L'histoire de Crocs, à Québec, a marqué l'imaginaire collectif. En 2004, les deux inventeurs de ces chaussures en plastique cèdent leur entreprise, Créations Foam, à des investisseurs américains. Le siège social est alors installé au Colorado, et les ventes mondiales explosent. Mais quatre ans plus tard, à la surprise générale, les nouveaux propriétaires annoncent la fermeture de l'usine de la Vieille Capitale. Ils préfèrent transférer la production vers des pays où la main-d'oeuvre est moins coûteuse.
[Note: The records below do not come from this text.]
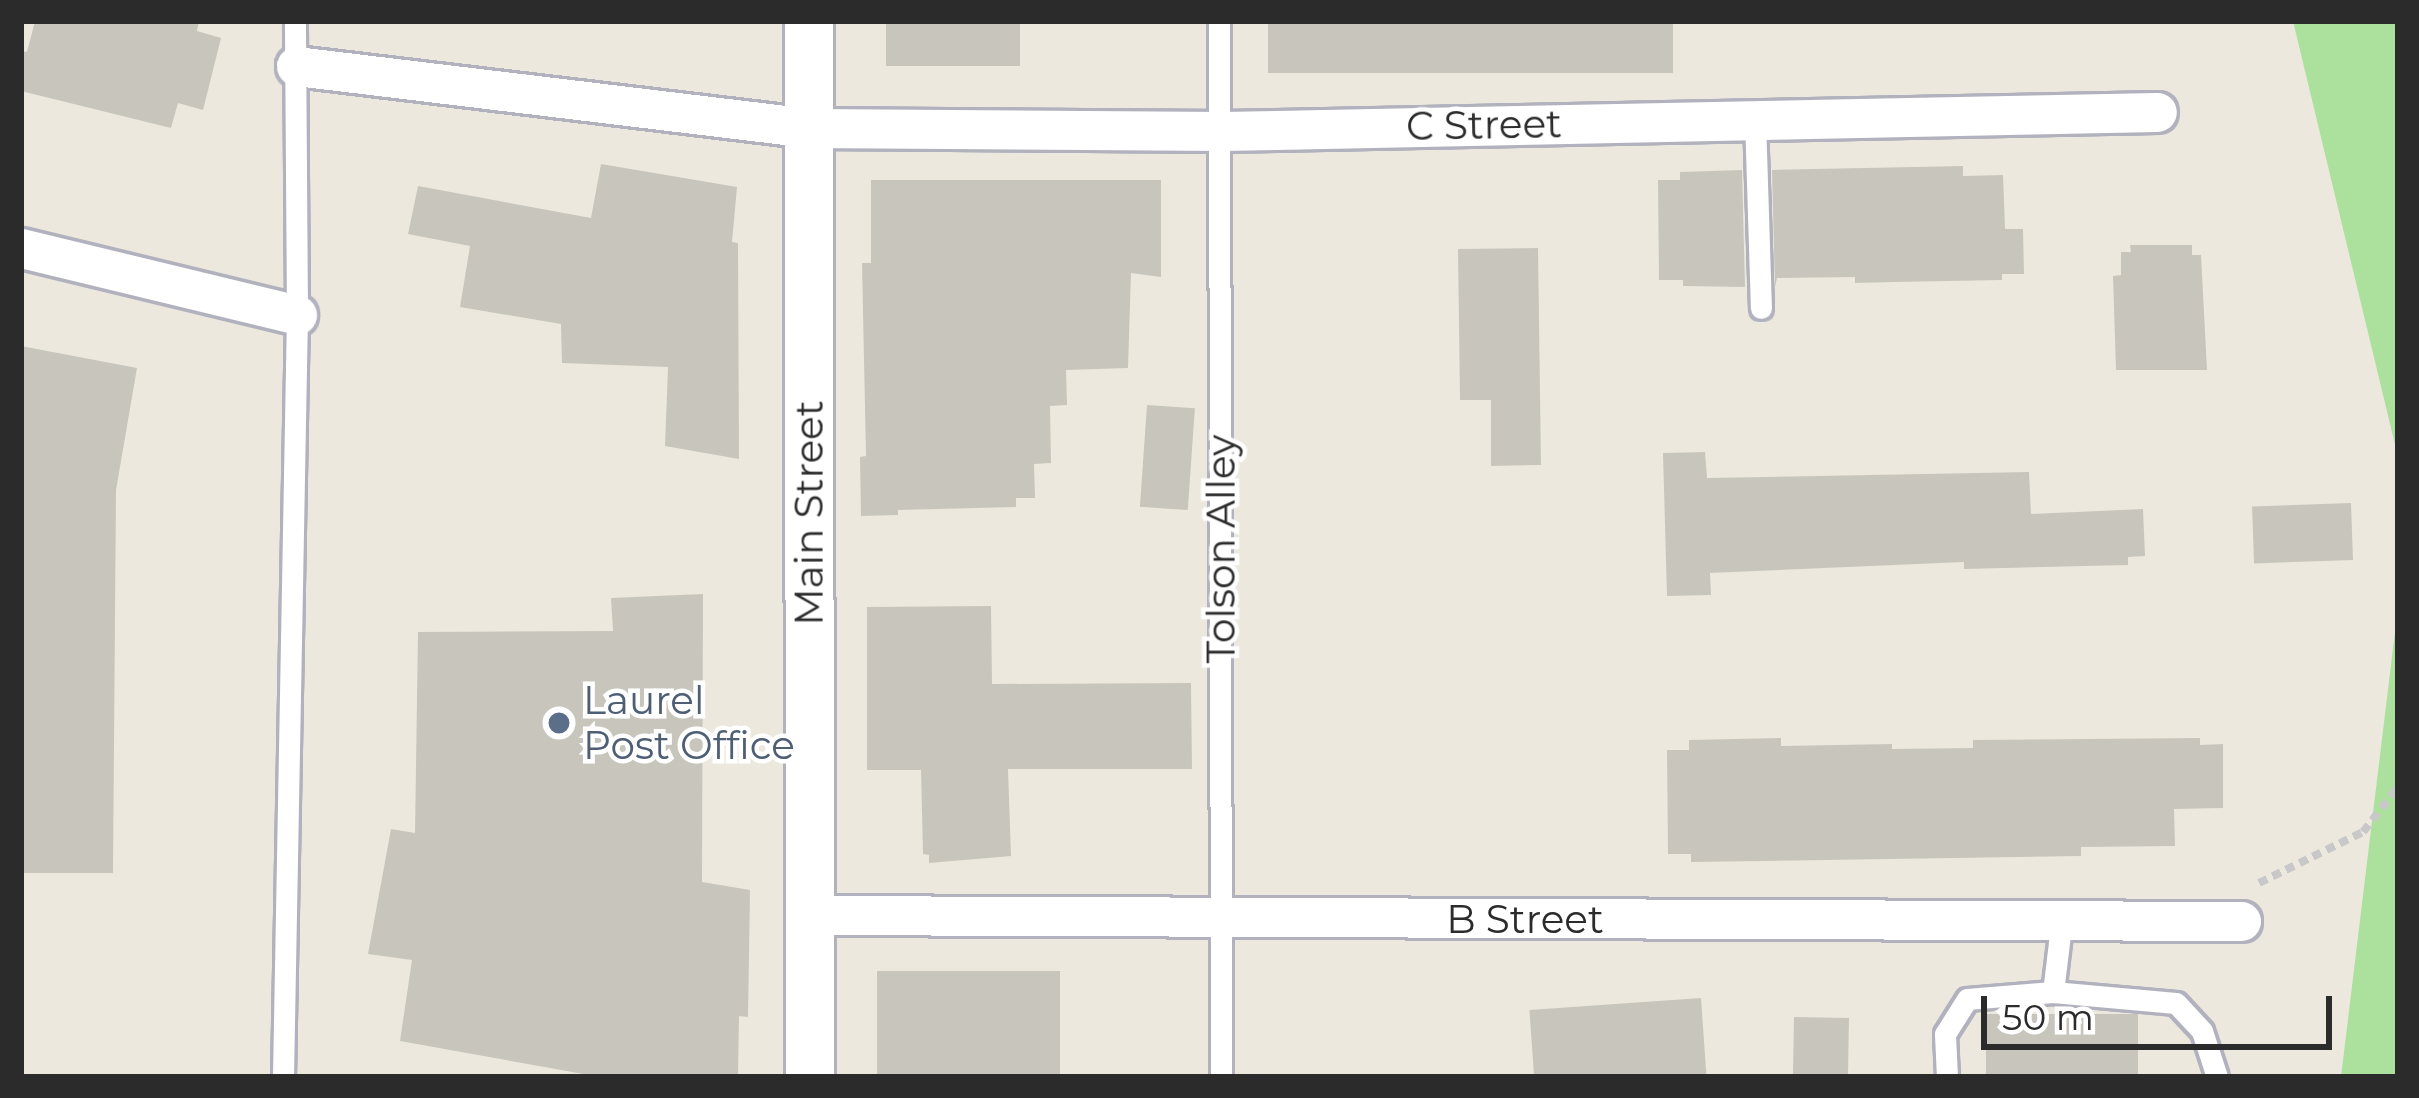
<!DOCTYPE html>
<style>
body{margin:0}
#map{position:relative;width:2419px;height:1098px;overflow:hidden;background:#ece8de;font-family:Montserrat,sans-serif}
div>[style]{position:absolute}
.green>*{inset:0;background:#abe09d}
.building>*{inset:0;background:#c8c6bc;transform-origin:0 0}
.path>*{height:8px;margin-top:-4px;transform-origin:0;background:repeating-linear-gradient(90deg,#c8c8c8 0 9px,transparent 0 15px)}
.roads{filter:drop-shadow(3px 0 #b1b2be) drop-shadow(-3px 0 #b1b2be) drop-shadow(0 3px #b1b2be) drop-shadow(0 -3px #b1b2be)}
.service>*{height:21px;margin:-10.5px;padding:0 10.5px;transform-origin:10.5px;border-radius:10.5px;background:#fff}
.minor>*{height:39px;margin:-19.5px;padding:0 19.5px;transform-origin:19.5px;border-radius:19.5px;background:#fff}
.tertiary>*{height:48px;margin:-24px;padding:0 24px;transform-origin:24px;border-radius:24px;background:#fff}
.dots>*{width:33px;height:33px;translate:-50% -50%;box-sizing:border-box;border:6px solid #fff;border-radius:50%}
span{translate:-50% -50%;white-space:nowrap;text-align:center;line-height:1.15;-webkit-text-stroke:9px #fff;paint-order:stroke}
.street-label{font-size:39px;color:#2b2b2b}
.service-label{font-size:39px;color:#4e5e75}
.left{translate:0 -50%;text-align:left}
.frame{position:absolute;inset:0;border:24px solid #2b2b2b;pointer-events:none}
.scale{position:absolute;left:1981px;top:996px;width:351px;height:54px;box-sizing:border-box;border:6px solid #2b2b2b;border-top:0;padding-left:15px;font-size:36px;line-height:42px;white-space:nowrap;color:#2b2b2b;-webkit-text-stroke:9px #fff;paint-order:stroke}
</style>
<div id="map">
<div class="green">
<i style="clip-path:polygon(2293px 21px,2398px 21px,2398px 457px)"></i>
<i style="clip-path:polygon(2398px 607px,2398px 1077px,2341px 1077px)"></i>
</div>
<div class="building">
<i style="clip-path:polygon(35px 21px,199px 21px,197px 31px,221px 38px,203px 110px,178px 103px,171px 128px,21px 91px,21px 51px,27px 52px)"></i>
<i style="left:886px;top:21px;width:134px;height:45px"></i>
<i style="left:1268px;top:21px;width:405px;height:52px"></i>
<i style="clip-path:polygon(601px 164px,737px 187px,732px 242px,738px 243px,739px 459px,665px 446px,668px 367px,562px 363px,561px 324px,460px 307px,470px 246px,408px 234px,418px 186px,591px 218px)"></i>
<i style="clip-path:polygon(1963px 166px,1963px 176px,2003px 175px,2005px 229px,2023px 229px,2024px 274px,2002px 274px,2002px 280px,1895px 282px,1855px 283px,1855px 277px,1777px 278px,1775px 287px,1772px 170px)"></i>
<i style="clip-path:polygon(1742px 170px,1745px 287px,1683px 286px,1683px 280px,1659px 280px,1658px 180px,1680px 180px,1680px 172px)"></i>
<i style="clip-path:polygon(871px 180px,1161px 180px,1161px 277px,1131px 273px,1128px 368px,1066px 370px,1067px 405px,1050px 406px,1051px 463px,1034px 464px,1035px 498px,1016px 498px,1016px 507px,898px 510px,898px 515px,861px 516px,860px 457px,866px 456px,862px 263px,871px 263px)"></i>
<i style="clip-path:polygon(2130px 245px,2192px 245px,2192px 255px,2201px 255px,2207px 370px,2116px 370px,2113px 276px,2121px 275px,2121px 252px,2131px 252px)"></i>
<i style="clip-path:polygon(1538px 248px,1541px 465px,1491px 466px,1491px 400px,1460px 400px,1458px 249px)"></i>
<i style="clip-path:polygon(21px 346px,137px 368px,116px 490px,113px 873px,21px 873px)"></i>
<i style="left:1147px;top:405px;width:48px;height:102px;rotate:4deg"></i>
<i style="clip-path:polygon(1705px 452px,1707px 478px,2029px 472px,2031px 514px,2143px 509px,2145px 556px,2128px 557px,2128px 565px,1964px 569px,1964px 562px,1710px 573px,1711px 595px,1667px 596px,1663px 453px)"></i>
<i style="left:2351px;top:503px;width:57px;height:99px;rotate:88deg"></i>
<i style="clip-path:polygon(703px 594px,702px 882px,750px 890px,748px 1017px,739px 1016px,738px 1077px,600px 1077px,400px 1041px,412px 960px,368px 954px,391px 829px,415px 833px,418px 632px,613px 631px,611px 598px)"></i>
<i style="clip-path:polygon(991px 606px,992px 684px,1191px 683px,1192px 769px,1008px 769px,1011px 856px,929px 863px,929px 855px,923px 854px,921px 770px,867px 770px,867px 607px)"></i>
<i style="clip-path:polygon(1781px 738px,1781px 746px,1892px 744px,1892px 749px,1973px 748px,1973px 740px,2200px 738px,2200px 745px,2223px 744px,2223px 808px,2174px 809px,2175px 846px,2081px 847px,2081px 856px,1691px 862px,1691px 854px,1668px 854px,1667px 750px,1689px 750px,1689px 740px)"></i>
<i style="left:877px;top:971px;width:183px;height:106px"></i>
<i style="left:1701px;top:998px;width:79px;height:172px;rotate:86deg"></i>
<i style="left:1986px;top:1014px;width:152px;height:63px"></i>
<i style="left:1794px;top:1017px;width:55px;height:60px;rotate:1deg"></i>
</div>
<div class="path">
<i style="left:2259px;top:883px;width:116px;rotate:-26.1deg"></i>
<i style="left:2363px;top:832px;width:57px;rotate:-52.1deg"></i>
</div>
<div class="roads">
<div class="service">
<i style="left:1219px;top:21px;width:1056px;rotate:89.89deg"></i>
<i style="left:1755px;top:119px;width:189px;rotate:88.2deg"></i>
<i style="left:2053px;top:992px;width:75px;rotate:-83.1deg"></i>
<i style="left:283px;top:1077px;width:762px;rotate:-88.95deg"></i>
<i style="left:297px;top:315px;width:294px;rotate:-90.4deg"></i>
<i style="left:1947px;top:1077px;width:43px;rotate:-92.7deg"></i>
<i style="left:1945px;top:1034px;width:41px;rotate:-57.8deg"></i>
<i style="left:1967px;top:999px;width:86px;rotate:-4.7deg"></i>
<i style="left:2053px;top:992px;width:123px;rotate:5.1deg"></i>
<i style="left:2176px;top:1003px;width:38px;rotate:47deg"></i>
<i style="left:2202px;top:1031px;width:48px;rotate:71.9deg"></i>
</div>
<div class="minor">
<i style="left:296px;top:66px;width:518px;rotate:6.88deg"></i>
<i style="left:810px;top:128px;width:413px;rotate:0.4deg"></i>
<i style="left:1223px;top:131px;width:934px;rotate:-1.17deg"></i>
<i style="left:21px;top:248px;width:284px;rotate:13.6deg"></i>
<i style="left:808px;top:915px;width:1433px;rotate:0.24deg"></i>
</div>
<div class="tertiary">
<i style="left:809px;top:21px;width:1056px;rotate:89.95deg"></i>
</div>
</div>
<div class="dots">
<i style="left:559px;top:723px;background:#5c6f8a"></i>
</div>
<div class="street-label">
<span style="left:1484px;top:125px;rotate:-1deg">C Street</span>
<span style="left:809px;top:513px;rotate:-90deg">Main Street</span>
<span style="left:1221px;top:549px;rotate:-90deg">Tolson Alley</span>
<span style="left:1525px;top:919px">B Street</span>
</div>
<div class="service-label">
<span class="left" style="left:583px;top:723px">Laurel<br>Post Office</span>
</div>
<div class="frame"></div>
<div class="scale">50 m</div>
</div>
Bilan : 669 pertes d'emplois. «C'est un beau cas de capitalisme sauvage», avait déclaré le ministre du Développement économique de l'époque, Raymond Bachand. 

- Marie-Eve Fournier, La Presse



Rio Tinto Alcan

En passant sous le joug de Rio Tinto en 2007, Alcan a vu le nombre de ses employés passablement réduit. Le siège social montréalais comptait alors 860 employés contre 671 aujourd'hui. Deux éléments rendent toutefois difficile la comparaison. À l'époque, Alcan comprenait les divisions emballage et produits usinés, vendus par Rio Tinto. Et aujourd'hui, les 671 employés regroupent les activités de IOC et de l'ancienne QIT. Montréal conserve la gestion mondiale de l'aluminium de Rio Tinto, avec un PDG, un chef des finances et un chef des affaires juridiques. Par contre, les grandes décisions sont prises à Londres ou encore à Melbourne. La division Aluminium de Rio Tinto Canada compte 6200 employés.